FreightWaves, a media platform covering the freight market, hosted its annual conference, Transparency19, in Atlanta last week. Now in its second year, the event brought together over 1000 people in the freight and logistics industry to discuss disruption and digitization in freight innovation.
ARTA is enthusiastic about the possibilities for technology to streamline processes and help make the industry more efficient, so our team headed South to take part in the conversation.
Keynote speakers included Gary Vaynerchuk, Investor and CEO of VaynerMedia, David Rowan, Editor-at-Large & Founding Editor-in-Chief, WIRED, and XPO Logistics CEO Brad Jacobs. But outside of these keynotes, panelists dug into important topics facing the freight and logistics industry today. Below, our summary of the top three most talked-about topics both on and off the stage:
Amazon’s announcement of 1-day prime delivery
The recent announcement had many questioning Amazon’s next move in the logistics space, especially given the recent beta launch of Amazon Freight. Brad Stone, Author of The Everything Store: Jeff Bezos and the Age of Amazon, spoke about the history of Amazon and it’s rise to become the e-commerce giant it is today. Stone shared how Amazon got into the logistics space in the first place: after a disastrous Christmas in 2013, Amazon came to realize that existing carriers they had partnered with simply couldn’t keep up with their demand. So the company decided that being in control of the entire supply chain was the only way to ensure they delivered (pun intended) on their delivery promises to customers.
It was a mixed bag as to what the announcement of 1-day delivery means for the industry.
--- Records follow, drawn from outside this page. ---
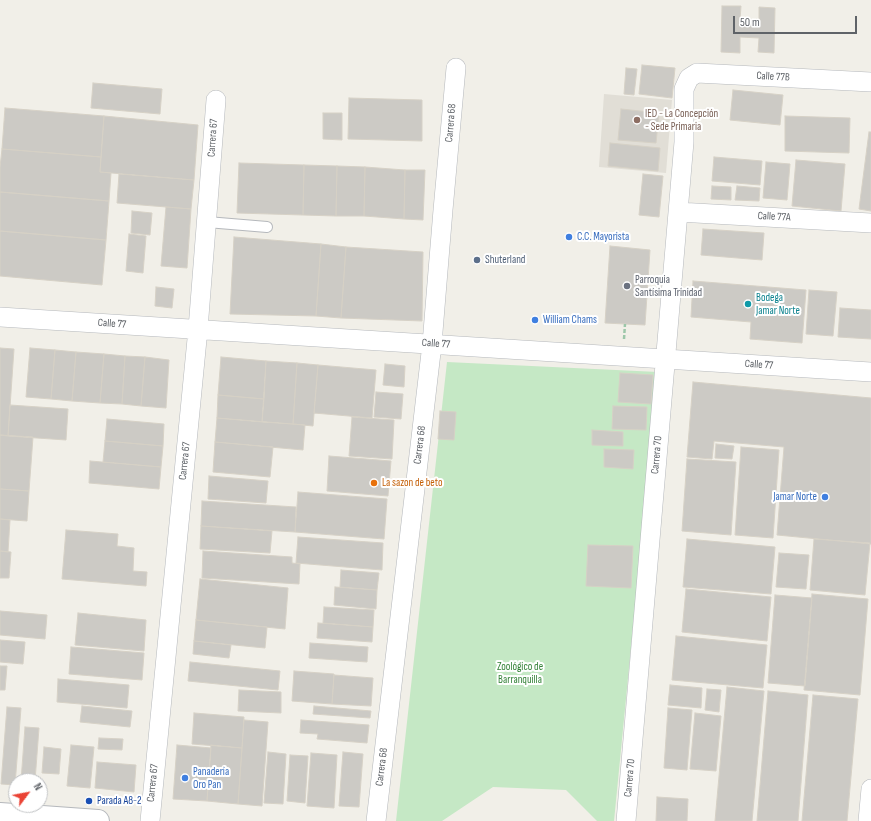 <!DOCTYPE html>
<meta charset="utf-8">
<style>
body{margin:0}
#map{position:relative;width:871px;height:821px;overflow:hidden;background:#f1efe8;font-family:"Sofia Sans Condensed",sans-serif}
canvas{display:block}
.north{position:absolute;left:8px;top:773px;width:40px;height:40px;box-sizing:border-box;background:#fff;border:1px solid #bfc1c3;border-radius:50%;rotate:58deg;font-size:11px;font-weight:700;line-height:16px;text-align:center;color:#5f6368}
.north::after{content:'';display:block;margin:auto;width:14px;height:18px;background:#ea4335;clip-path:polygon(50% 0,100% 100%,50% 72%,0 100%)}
.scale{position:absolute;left:733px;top:16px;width:124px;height:18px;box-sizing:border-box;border:2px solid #5f6368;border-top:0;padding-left:5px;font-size:12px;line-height:14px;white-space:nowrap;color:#5f6368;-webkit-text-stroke:3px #fff;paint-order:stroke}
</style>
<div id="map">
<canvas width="871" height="821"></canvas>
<div class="north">N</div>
<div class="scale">50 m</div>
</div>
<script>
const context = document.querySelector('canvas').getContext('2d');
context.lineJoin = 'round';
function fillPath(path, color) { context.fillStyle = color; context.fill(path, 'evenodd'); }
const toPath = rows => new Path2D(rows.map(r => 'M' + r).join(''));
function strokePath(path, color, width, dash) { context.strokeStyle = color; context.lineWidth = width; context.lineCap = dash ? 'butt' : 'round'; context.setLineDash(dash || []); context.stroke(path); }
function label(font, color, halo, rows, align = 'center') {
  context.font = font + ' "Sofia Sans Condensed",sans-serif'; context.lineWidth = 4; context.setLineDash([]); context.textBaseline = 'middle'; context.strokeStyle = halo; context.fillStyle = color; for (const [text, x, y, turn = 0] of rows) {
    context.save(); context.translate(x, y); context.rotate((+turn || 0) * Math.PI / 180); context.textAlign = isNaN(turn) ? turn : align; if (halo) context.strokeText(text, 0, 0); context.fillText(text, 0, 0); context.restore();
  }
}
const education = toPath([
 [604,94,672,100,666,173,599,167]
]);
const green = toPath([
 [447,362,658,372,614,821,597,821,566,790,493,787,442,821,396,821]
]);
const building = toPath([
 [722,6,741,6,740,20,759,21,759,7,775,8,774,53,758,52,759,38,740,37,740,53,721,52,722,6],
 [642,65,675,68,672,98,639,94,642,65],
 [626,68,637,69,634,95,624,94,626,68],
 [93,83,162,89,160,114,91,108,93,83],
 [733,90,783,95,780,125,730,120,733,90],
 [349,98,422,100,422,141,348,139,349,98],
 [5,108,104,116,101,157,2,149,5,108],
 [621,109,659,113,656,143,618,140,621,109],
 [323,113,342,113,342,140,323,139,323,113],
 [104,116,198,125,194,180,100,172,104,116],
 [785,116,850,118,849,153,785,151,785,116],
 [869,132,871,132,871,211,859,209,869,132],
 [610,143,660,148,658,171,608,166,610,143],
 [2,149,101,157,100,172,111,173,109,201,0,192,0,167,2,149],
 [714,157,762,161,760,185,712,181,714,157],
 [796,160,845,164,841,211,792,206,796,160],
 [766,162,790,164,787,200,763,198,766,162],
 [239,163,304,165,303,215,237,213,239,163],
 [304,165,337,166,336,216,303,215,304,165],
 [337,166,365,167,364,216,336,216,337,166],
 [365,167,405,170,404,219,364,216,365,167],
 [405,170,425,170,423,220,404,219,405,170],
 [119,174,194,180,191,209,117,203,119,174],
 [643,174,663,176,659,217,639,215,643,174],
 [712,186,731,187,731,200,711,199,712,186],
 [737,186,760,188,759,201,735,200,737,186],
 [0,192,109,201,106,240,0,231,0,192],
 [166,207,191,209,187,268,161,266,166,207],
 [132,211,152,213,150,235,131,233,132,211],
 [703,229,764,233,762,260,701,255,703,229],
 [0,231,106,240,102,285,0,276,0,231],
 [129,234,146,236,143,273,126,271,129,234],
 [234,237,321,244,316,316,230,314,234,237],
 [321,244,346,247,341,318,316,316,321,244],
 [610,246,650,250,645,325,605,323,610,246],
 [346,247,423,252,422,321,341,318,346,247],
 [693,281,806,290,802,343,750,339,751,322,691,317,693,281],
 [156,287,174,289,172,308,155,306,156,287],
 [809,290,837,292,833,336,806,334,809,290],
 [840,308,871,310,871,339,838,337,840,308],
 [0,348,14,349,8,436,0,435,0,348],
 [30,348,55,350,51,399,26,397,30,348],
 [55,350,76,352,72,401,51,399,55,350],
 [76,352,104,354,100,403,72,401,76,352],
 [104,354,125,356,122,404,100,403,104,354],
 [125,356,145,357,141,406,122,404,125,356],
 [145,357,169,360,166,408,141,406,145,357],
 [221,357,266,361,264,399,218,395,221,357],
 [266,361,297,363,293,424,262,422,266,361],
 [297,363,318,365,313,426,293,424,297,363],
 [385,364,405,366,404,387,383,385,385,364],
 [318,365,376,370,372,418,314,413,318,365],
 [620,373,653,375,651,404,618,402,620,373],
 [693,382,871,398,871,544,777,535,784,447,714,441,712,459,687,457,693,382],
 [376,392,403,394,401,419,374,417,376,392],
 [218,395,264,399,262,422,217,418,218,395],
 [10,405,68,409,66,440,8,436,10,405],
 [613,406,647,407,646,430,612,429,613,406],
 [440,411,456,412,454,440,438,439,440,411],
 [352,417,394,420,392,459,349,456,352,417],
 [217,418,305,425,303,450,215,442,217,418],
 [107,419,164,424,163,446,105,441,107,419],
 [592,430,623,432,623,446,592,445,592,430],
 [0,435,33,437,29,491,0,489,0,435],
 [105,441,163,446,161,467,103,462,105,441],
 [215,442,273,447,270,477,213,472,215,442],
 [716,444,734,446,732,459,715,458,716,444],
 [741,447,779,450,773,538,735,535,741,447],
 [604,449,634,450,633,469,604,467,604,449],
 [329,456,391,461,388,496,327,491,329,456],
 [687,459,736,462,731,535,682,531,687,459],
 [90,461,161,467,159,489,89,483,90,461],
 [209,476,268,481,266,503,208,499,209,476],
 [0,489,29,491,27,521,0,519,0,489],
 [298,492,387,499,384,539,295,532,298,492],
 [202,501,296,507,295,532,201,526,202,501],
 [0,519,10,520,8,552,0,551,0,519],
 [201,526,272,531,270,553,200,549,201,526],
 [66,530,118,534,117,546,134,548,133,571,147,572,146,586,62,579,66,530],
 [298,537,383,543,382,570,296,563,298,537],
 [687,539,775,547,771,594,683,587,687,539],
 [814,539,870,543,865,595,810,590,814,539],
 [588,545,633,546,631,588,586,586,588,545],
 [0,551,11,552,9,578,0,578,0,551],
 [203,551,292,557,292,563,300,564,299,584,202,578,203,551],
 [779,553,809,555,806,589,776,587,779,553],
 [341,570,379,573,377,590,340,587,341,570],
 [200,579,288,588,285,629,196,620,200,579],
 [335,587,377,590,376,609,334,605,335,587],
 [686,589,771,597,767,641,682,632,686,589],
 [812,594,868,599,860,695,804,690,812,594],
 [775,595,812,598,805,686,768,683,775,595],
 [324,607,374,610,373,627,323,623,324,607],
 [0,611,47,615,45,639,0,635,0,611],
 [78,613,146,620,144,651,75,645,78,613],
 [196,620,267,627,265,648,194,641,196,620],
 [318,623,373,627,372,642,317,638,318,623],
 [676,636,767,645,763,688,672,680,676,636],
 [0,640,25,642,23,664,0,662,0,640],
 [194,641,231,645,229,658,193,654,194,641],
 [310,643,368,647,367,662,309,658,310,643],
 [71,647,144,653,142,680,69,674,71,647],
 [190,662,280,671,278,690,188,681,190,662],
 [0,666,7,666,5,690,0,690,0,666],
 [294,671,334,674,332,704,292,701,294,671],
 [334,675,373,678,371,706,332,704,334,675],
 [58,679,129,685,127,708,57,702,58,679],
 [670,685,702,688,701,708,668,705,670,685],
 [727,687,764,691,752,821,715,821,727,687],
 [707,689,721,690,719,712,705,710,707,689],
 [239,690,281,692,281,713,238,711,239,690],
 [768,691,808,695,798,821,757,821,768,691],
 [813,695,858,699,847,821,802,821,813,695],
 [82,706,132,711,130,727,80,722,82,706],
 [314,706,371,711,370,718,313,714,314,706],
 [7,707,21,708,15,785,1,784,7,707],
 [668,708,692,710,687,770,664,768,668,708],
 [194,713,244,717,242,748,192,744,194,713],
 [695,713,721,716,716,771,690,769,695,713],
 [244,720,268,722,262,806,238,804,244,720],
 [301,720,369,725,367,743,317,739,318,734,300,733,301,720],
 [25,727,39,728,35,781,21,781,25,727],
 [99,738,123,739,122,750,98,749,99,738],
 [71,745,94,747,90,788,67,786,71,745],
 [177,745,211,748,207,801,173,799,177,745],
 [211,745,242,748,238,804,207,801,211,745],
 [44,747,61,749,59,774,42,773,44,747],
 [268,752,286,754,283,804,264,803,268,752],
 [343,752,363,754,359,807,339,806,343,752],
 [311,753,337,755,334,808,307,806,311,753],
 [290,755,308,756,305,803,287,801,290,755],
 [97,762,136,765,134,792,95,788,97,762],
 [657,797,688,799,687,821,656,821,657,797]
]);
const path = toPath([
 [624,339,625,324]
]);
const service = toPath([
 [207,222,267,227]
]);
const minor = toPath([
 [678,212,871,223],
 [0,317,871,372],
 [150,821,198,329,216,100],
 [376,821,432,344,443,210,456,68],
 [626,821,684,142,684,89,689,78,697,73,871,82],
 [868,821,871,789]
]);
const tertiary = toPath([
 [0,814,98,821]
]);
const markers = [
 [637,120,4,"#8d6e63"],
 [569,237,4,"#3f7fe0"],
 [477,260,4,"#5c6f8a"],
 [627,286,4,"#6b7280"],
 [748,304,4,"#0f9aa8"],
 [535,320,4,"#3f7fe0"],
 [374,483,4,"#e8710a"],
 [825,497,4,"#3f7fe0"],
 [185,778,4,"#3f7fe0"],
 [89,801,4,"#1a4fb4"]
];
const streetNames = [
 ["Calle 77B",773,77,3],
 ["Carrera 68",451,123,-85],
 ["Carrera 67",213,138,-86],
 ["Calle 77A",774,217,3],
 ["Calle 77",112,324,4],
 ["Calle 77",436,344,4],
 ["Calle 77",759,365,4],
 ["Carrera 68",420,445,-83],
 ["Carrera 70",657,455,-85],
 ["Carrera 67",185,461,-84],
 ["Carrera 68",382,767,-83],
 ["Carrera 70",630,778,-85],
 ["Carrera 67",153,783,-84]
];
const educationNames = [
 ["IED - La Concepción",645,114],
 ["- Sede Primaria",645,127]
];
const shopNames = [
 ["C.C. Mayorista",577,237],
 ["William Chams",543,320],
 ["Jamar Norte",817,497,"right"],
 ["Panadería",193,772],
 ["Oro Pan",193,785]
];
const serviceNames = [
 ["Shuterland",485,260]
];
const worshipNames = [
 ["Parroquia",635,280],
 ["Santísima Trinidad",635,293]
];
const cultureNames = [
 ["Bodega",756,298],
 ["Jamar Norte",756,311]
];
const foodNames = [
 ["La sazon de beto",382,483]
];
const parkNames = [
 ["Zoológico de",520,667],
 ["Barranquilla",520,680]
];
const transitNames = [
 ["Parada A8-2",97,801]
];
fillPath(education, '#e1ded6');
fillPath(green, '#c5e8c5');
fillPath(building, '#cccac5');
strokePath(building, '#d6d1c6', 1);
strokePath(service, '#b5b8bc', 12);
strokePath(minor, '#b5b8bc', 20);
strokePath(tertiary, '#b5b8bc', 24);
strokePath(path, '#9cc7a9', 2.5, [4, 2]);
strokePath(service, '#fff', 10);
strokePath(minor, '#fff', 19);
strokePath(tertiary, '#fff', 22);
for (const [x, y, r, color] of markers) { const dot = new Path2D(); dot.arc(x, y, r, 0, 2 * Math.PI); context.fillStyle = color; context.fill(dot); strokePath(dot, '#fff', 1.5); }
label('11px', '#5f6368', '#fff', streetNames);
label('11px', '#785e54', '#fff', educationNames, 'left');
label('11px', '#366cbe', '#fff', shopNames, 'left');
label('11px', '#4e5e75', '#fff', serviceNames, 'left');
label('11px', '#5b616d', '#fff', worshipNames, 'left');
label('11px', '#0d838f', '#fff', cultureNames, 'left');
label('11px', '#c56008', '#fff', foodNames, 'left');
label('11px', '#348238', '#fff', parkNames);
label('11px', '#164399', '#fff', transitNames, 'left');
</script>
For one, it could be a big opportunity for small, agile carriers to get more business. It also meant that other companies were likely to follow suit, putting more pressure on shippers and carriers to speed up processes. Either way, Amazon is certainly the one everyone is watching.
Technology innovation and adoption
Though some attendees questioned technology’s future impact on the industry, general consensus was that technology was not the enemy, and adoption was a must if a business is to survive in the ever evolving logistics landscape.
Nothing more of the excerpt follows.